Interstate transport depends on state laws somewhat. Interesting the fed government stepped in to stop outrageous laws such as cal, new jersey and New York.,blocking their laws if certain conditions are met, unloaded in the trunk etc. This very law is used by the anti gun group reasoning that it is a loophole that allows the flow of guns into these states without registration from adjacent states which are less restrictive. This is a very big issue. The anti gun folks forget that only law abiding citizens follow the law as Thomas points out above. 
New Jersey lost a large suit 10 mil as I recall by arresting a lic. Concealed carry guy denying him of due process last year. I expect cal. Will be the next.


----------



## rt3 (Aug 27, 2015)

Again you and the media have used the term assault incorrectly, you nor anyone else can define assault type weapon.


----------



## Warrigal (Aug 27, 2015)

Well, I haven't a clue about different kinds of rifles so I simply repeat what I have read.
I assume an assault rifle is one that is intended to only kill people, not elephants.
Otherwise I would call it an elephant gun.


----------



## SifuPhil (Aug 28, 2015)

Ah, but could an elephant gun not also be used to kill humans? 

I propose a full ban on ALL butterfly guns.


----------



## Warrigal (Aug 28, 2015)

I propose dropping a butterfly net over anyone who walks around with a loaded elephant gun. :grin:


----------



## rt3 (Aug 28, 2015)

I propose gun safety be taught at a grade school level as a required course. Anti gunners not allowing their children to attend would be disciplined with butterfly wippings. Also they would be registered and an instantaneous national data base would be implemented requiring their registration. 
Most elephants are killed by native poachers who use what you call assault rifles from the 80s CETMEs HK91s and full metal jacket military rounds 308 Rds which is a military "human" bullet not elephant rifles. 
In the U.S. The BATF defines the names of guns. Under the media definition a full automatic UZI would not be an assault rifle. Surely you can see the oxymoron.


----------



## Warrigal (Aug 28, 2015)

We teach water safety over here.

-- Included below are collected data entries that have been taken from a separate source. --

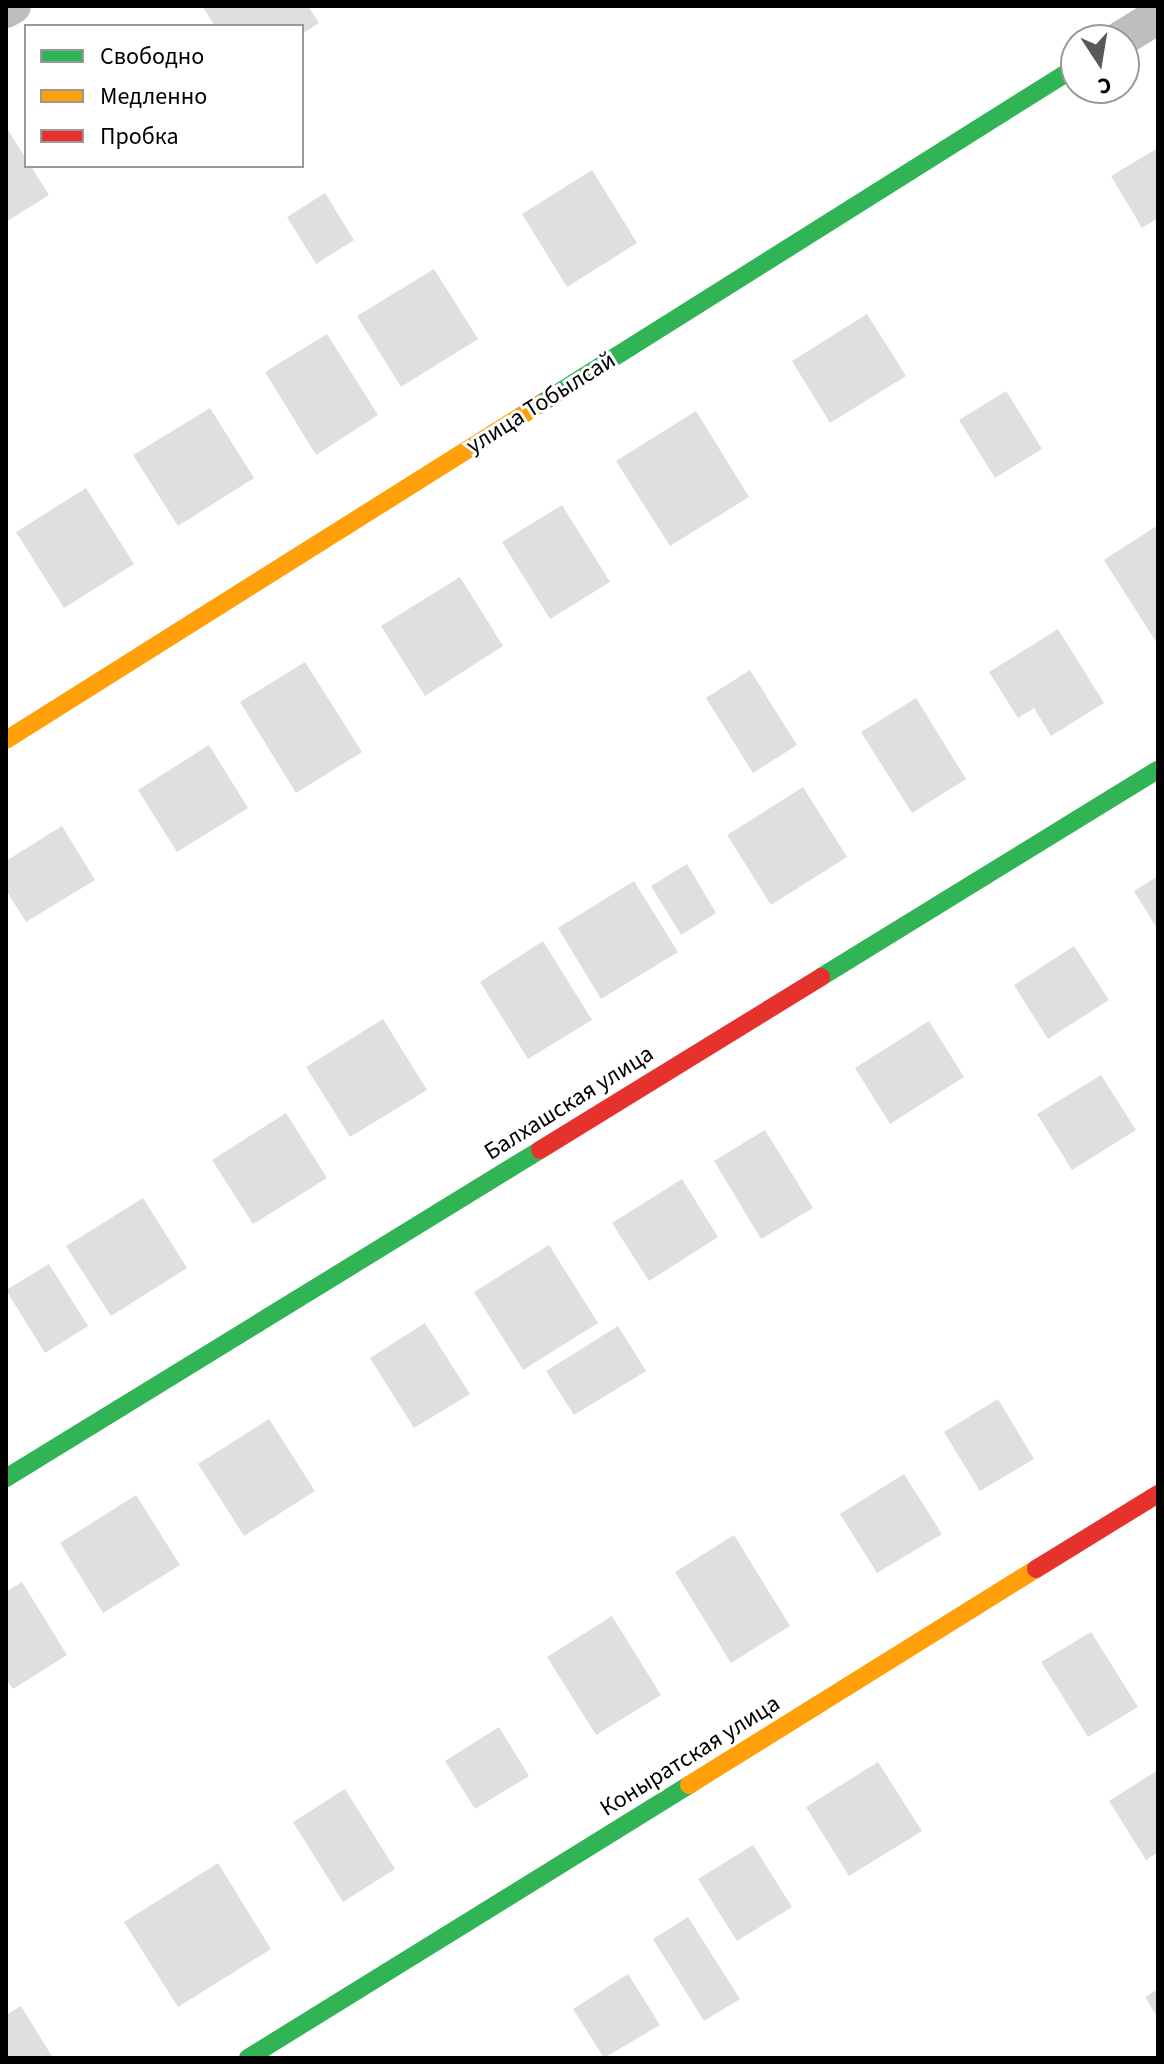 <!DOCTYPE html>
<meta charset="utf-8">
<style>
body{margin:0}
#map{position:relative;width:1164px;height:2064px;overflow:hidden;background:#fff;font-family:"Source Sans 3",sans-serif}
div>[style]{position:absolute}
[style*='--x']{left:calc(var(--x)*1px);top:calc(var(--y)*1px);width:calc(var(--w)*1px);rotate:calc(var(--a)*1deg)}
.building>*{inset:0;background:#dfdfdf}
.street>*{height:36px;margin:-18px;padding:0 18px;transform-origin:18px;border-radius:18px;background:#bebebe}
.fast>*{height:18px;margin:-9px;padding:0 9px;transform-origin:9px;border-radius:9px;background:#30b455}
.slow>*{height:18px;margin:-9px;padding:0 9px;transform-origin:9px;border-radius:9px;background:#ff9f0a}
.jam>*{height:18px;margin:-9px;padding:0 9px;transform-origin:9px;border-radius:9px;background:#e5322d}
span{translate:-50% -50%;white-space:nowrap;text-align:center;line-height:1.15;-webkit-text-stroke:6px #fff;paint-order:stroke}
.street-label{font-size:24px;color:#000}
.frame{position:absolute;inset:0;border:8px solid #000;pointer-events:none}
.legend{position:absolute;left:24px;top:24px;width:280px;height:144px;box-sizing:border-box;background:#fff;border:2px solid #999;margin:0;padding:10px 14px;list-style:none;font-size:24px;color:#000}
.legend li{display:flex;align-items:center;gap:16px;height:40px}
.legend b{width:40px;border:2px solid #999}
.north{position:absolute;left:1060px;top:24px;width:80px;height:80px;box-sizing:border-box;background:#fff;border:2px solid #999;border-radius:50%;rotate:168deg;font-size:22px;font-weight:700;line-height:32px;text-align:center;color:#000}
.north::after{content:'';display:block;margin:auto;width:28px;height:36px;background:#595959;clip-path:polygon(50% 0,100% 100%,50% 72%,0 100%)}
</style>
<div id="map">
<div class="building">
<div style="clip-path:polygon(202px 6px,308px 6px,319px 23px,302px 34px,302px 26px,215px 26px)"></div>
<div style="clip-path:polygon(6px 127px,49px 195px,6px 222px)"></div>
<div style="clip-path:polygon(1158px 148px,1158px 218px,1142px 228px,1111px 176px)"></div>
<div style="clip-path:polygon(592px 170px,637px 243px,567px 287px,522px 214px)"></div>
<div style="clip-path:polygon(325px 193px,354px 240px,316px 264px,287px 217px)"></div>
<div style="clip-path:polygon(434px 269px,478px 339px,401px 387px,357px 316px)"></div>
<div style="clip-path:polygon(867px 314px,906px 376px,830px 423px,792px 361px)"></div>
<div style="clip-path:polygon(327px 334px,378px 415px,316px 455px,265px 372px)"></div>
<div style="clip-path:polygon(1006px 391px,1042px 449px,995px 478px,959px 420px)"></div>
<div style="clip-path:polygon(210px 408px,254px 478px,178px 526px,133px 455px)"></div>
<div style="clip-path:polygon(696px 411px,749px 497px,670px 546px,616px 461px)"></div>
<div style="clip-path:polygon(86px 488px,134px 564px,64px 608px,16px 532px)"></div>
<div style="clip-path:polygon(562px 505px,610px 582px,550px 619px,502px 542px)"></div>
<div style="clip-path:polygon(1158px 525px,1158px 645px,1104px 560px)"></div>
<div style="clip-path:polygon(460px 577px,503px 646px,425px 696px,381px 626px)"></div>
<div style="clip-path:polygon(1058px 629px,1104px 703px,1051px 736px,1034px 708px,1018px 718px,989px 672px)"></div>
<div style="clip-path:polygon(305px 662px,362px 752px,296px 793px,240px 702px)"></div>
<div style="clip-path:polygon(750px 670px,797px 745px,753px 773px,706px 698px)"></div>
<div style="clip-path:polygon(916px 698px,966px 779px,912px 813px,861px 732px)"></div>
<div style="clip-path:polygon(209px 745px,248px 808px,177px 852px,138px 790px)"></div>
<div style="clip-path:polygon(803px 787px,847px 857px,771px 905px,727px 835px)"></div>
<div style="clip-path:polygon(62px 826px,95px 880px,26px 922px,6px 890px,6px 861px)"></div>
<div style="clip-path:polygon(687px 864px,716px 913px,681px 935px,651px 886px)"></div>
<div style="clip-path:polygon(1158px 876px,1158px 930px,1134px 891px)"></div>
<div style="clip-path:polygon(634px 881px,678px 952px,601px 999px,558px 928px)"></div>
<div style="clip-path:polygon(543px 941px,592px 1020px,528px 1059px,480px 982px)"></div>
<div style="clip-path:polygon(1074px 946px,1109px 1000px,1048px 1039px,1014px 985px)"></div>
<div style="clip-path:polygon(383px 1019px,427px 1090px,350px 1137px,306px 1067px)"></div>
<div style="clip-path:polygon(929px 1021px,964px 1077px,890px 1124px,855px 1068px)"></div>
<div style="clip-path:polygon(1101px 1075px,1136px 1130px,1072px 1170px,1037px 1114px)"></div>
<div style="clip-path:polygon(286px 1113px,327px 1178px,253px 1224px,212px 1160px)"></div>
<div style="clip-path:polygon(765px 1130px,813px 1208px,761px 1239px,714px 1161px)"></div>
<div style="clip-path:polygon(682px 1179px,718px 1237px,649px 1281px,612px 1223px)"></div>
<div style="clip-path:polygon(143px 1198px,187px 1268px,111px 1316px,66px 1246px)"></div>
<div style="clip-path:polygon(549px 1245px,598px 1323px,523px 1370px,474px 1292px)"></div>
<div style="clip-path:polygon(49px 1264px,88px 1326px,45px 1353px,6px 1290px)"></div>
<div style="clip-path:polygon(425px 1323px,470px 1394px,414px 1428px,370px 1358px)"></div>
<div style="clip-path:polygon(618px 1326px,646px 1371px,574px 1415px,546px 1371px)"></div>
<div style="clip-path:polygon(998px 1399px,1034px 1459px,980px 1491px,944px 1432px)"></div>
<div style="clip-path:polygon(269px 1419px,315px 1491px,244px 1536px,198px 1464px)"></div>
<div style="clip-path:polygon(904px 1474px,942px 1534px,877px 1573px,840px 1514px)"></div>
<div style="clip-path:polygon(136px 1495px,180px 1565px,103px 1613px,60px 1543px)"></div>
<div style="clip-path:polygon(734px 1535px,790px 1626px,731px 1663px,675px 1572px)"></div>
<div style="clip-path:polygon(22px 1582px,67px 1655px,13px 1689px,6px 1679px,6px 1592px)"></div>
<div style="clip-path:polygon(612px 1616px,661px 1695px,596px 1735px,547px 1657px)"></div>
<div style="clip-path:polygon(1091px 1632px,1138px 1707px,1088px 1737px,1041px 1662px)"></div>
<div style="clip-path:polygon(499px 1727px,529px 1776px,475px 1809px,445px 1761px)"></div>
<div style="clip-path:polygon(878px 1762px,922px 1831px,849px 1876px,806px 1807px)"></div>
<div style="clip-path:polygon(1158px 1770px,1158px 1852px,1146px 1860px,1109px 1801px)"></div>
<div style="clip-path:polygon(345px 1789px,395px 1869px,343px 1902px,293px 1822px)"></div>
<div style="clip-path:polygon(753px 1845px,792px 1907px,737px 1941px,698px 1879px)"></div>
<div style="clip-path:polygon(218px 1863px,271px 1949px,178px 2007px,124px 1922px)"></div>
<div style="clip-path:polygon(688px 1917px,740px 1999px,704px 2021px,653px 1939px)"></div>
<div style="clip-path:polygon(628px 1974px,660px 2025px,604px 2058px,573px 2009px)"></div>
<div style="clip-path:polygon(1158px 1989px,1158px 2018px,1145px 1997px)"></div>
<div style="clip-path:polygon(21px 2006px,53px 2058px,6px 2058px,6px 2015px)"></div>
</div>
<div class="street">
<div style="--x:6;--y:10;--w:8;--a:-30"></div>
<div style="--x:1119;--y:40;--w:46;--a:-31.6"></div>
</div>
<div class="fast">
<div style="--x:540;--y:404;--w:633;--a:-32.16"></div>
<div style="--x:821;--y:977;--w:395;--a:-31.6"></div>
<div style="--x:6;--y:1478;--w:627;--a:-31.56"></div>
<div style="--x:248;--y:2058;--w:519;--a:-31.76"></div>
</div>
<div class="slow">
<div style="--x:6;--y:740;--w:631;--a:-32.18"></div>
<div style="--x:689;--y:1785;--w:409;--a:-31.9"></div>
</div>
<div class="jam">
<div style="--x:540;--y:1150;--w:330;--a:-31.6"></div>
<div style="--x:1036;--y:1569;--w:143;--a:-31.6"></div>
</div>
<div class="street-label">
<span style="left:541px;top:403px;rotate:-32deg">улица Тобылсай</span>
<span style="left:569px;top:1103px;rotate:-32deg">Балхашская улица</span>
<span style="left:690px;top:1756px;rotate:-32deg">Коныратская улица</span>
</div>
<div class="frame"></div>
<ul class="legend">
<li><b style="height:10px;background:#30b455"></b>Свободно</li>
<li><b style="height:10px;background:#ff9f0a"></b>Медленно</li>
<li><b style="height:10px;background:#e5322d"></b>Пробка</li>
</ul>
<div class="north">С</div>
</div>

And road safety.


----------



## BobF (Aug 28, 2015)

And so do we Warrigal.


----------



## Warrigal (Aug 28, 2015)

Concordance at last. :grin:


----------



## Ralphy1 (Aug 28, 2015)

How about sex safety?  Seems to be the rage here from elementary school on...


----------



## Denise1952 (Aug 28, 2015)

Walmart lies, as do many businesses that put big bucks before "serving" the people.  I still believe you get what you give out, so they'll probably "get" theirs.  Although I do respect so many, nice folks I know work there (well, they're there, you might have to catch them with a stun-gun to get help).

I change my mind a lot as some of you know, I hear it's a right for us gals, never heard that for the guys thoughlayful: so don't get any ideas  But I am not sure I go along with selling assault rifles to the general public.  But I also remember the American Indian trying to fight off  "us wonderful immigrants" with bows and arrows, against rifles.

I'm dangerous enough with my hands alone as they are considered lethal weapons by some:


----------



## rt3 (Aug 28, 2015)

amazing the BATF has no guns called assault rifle in their list of guns, but you continue to use it. Walmart announced they were stopping the sale of AR-15s and it was changes to assault rifles by the event driven media why aren't I surprised?

we could combine road rage, gun safety and driving into one on drive by shootings.


----------



## imp (Aug 29, 2015)

*My Curiosity Beckoned*

Went through the entire thread, usually avoid firearms-related argument. But, there remain misunderstandings and apprehension, most obviously. Thread sum-up:

1. Bullet: the actual projectile flying forth, NOT any of the other components needed to make up a ROUND of ammunition. 

2. Bullet type:  Mostly irrelevant. "Dum-dum", hollow-point, full-metal jacketed, non-jacketed, spire-point, "specialty" type, all commonly found for sale, and in general use by both Law  Enforcement agencies, and members of the "Gun Culture". Note: Specialty types have been targeted, mostly unsuccessfully, by vote-seeking politicians claiming an intent to illegalize them because they are "Cop-killer bullets".  Ridiculous, won't get my vote.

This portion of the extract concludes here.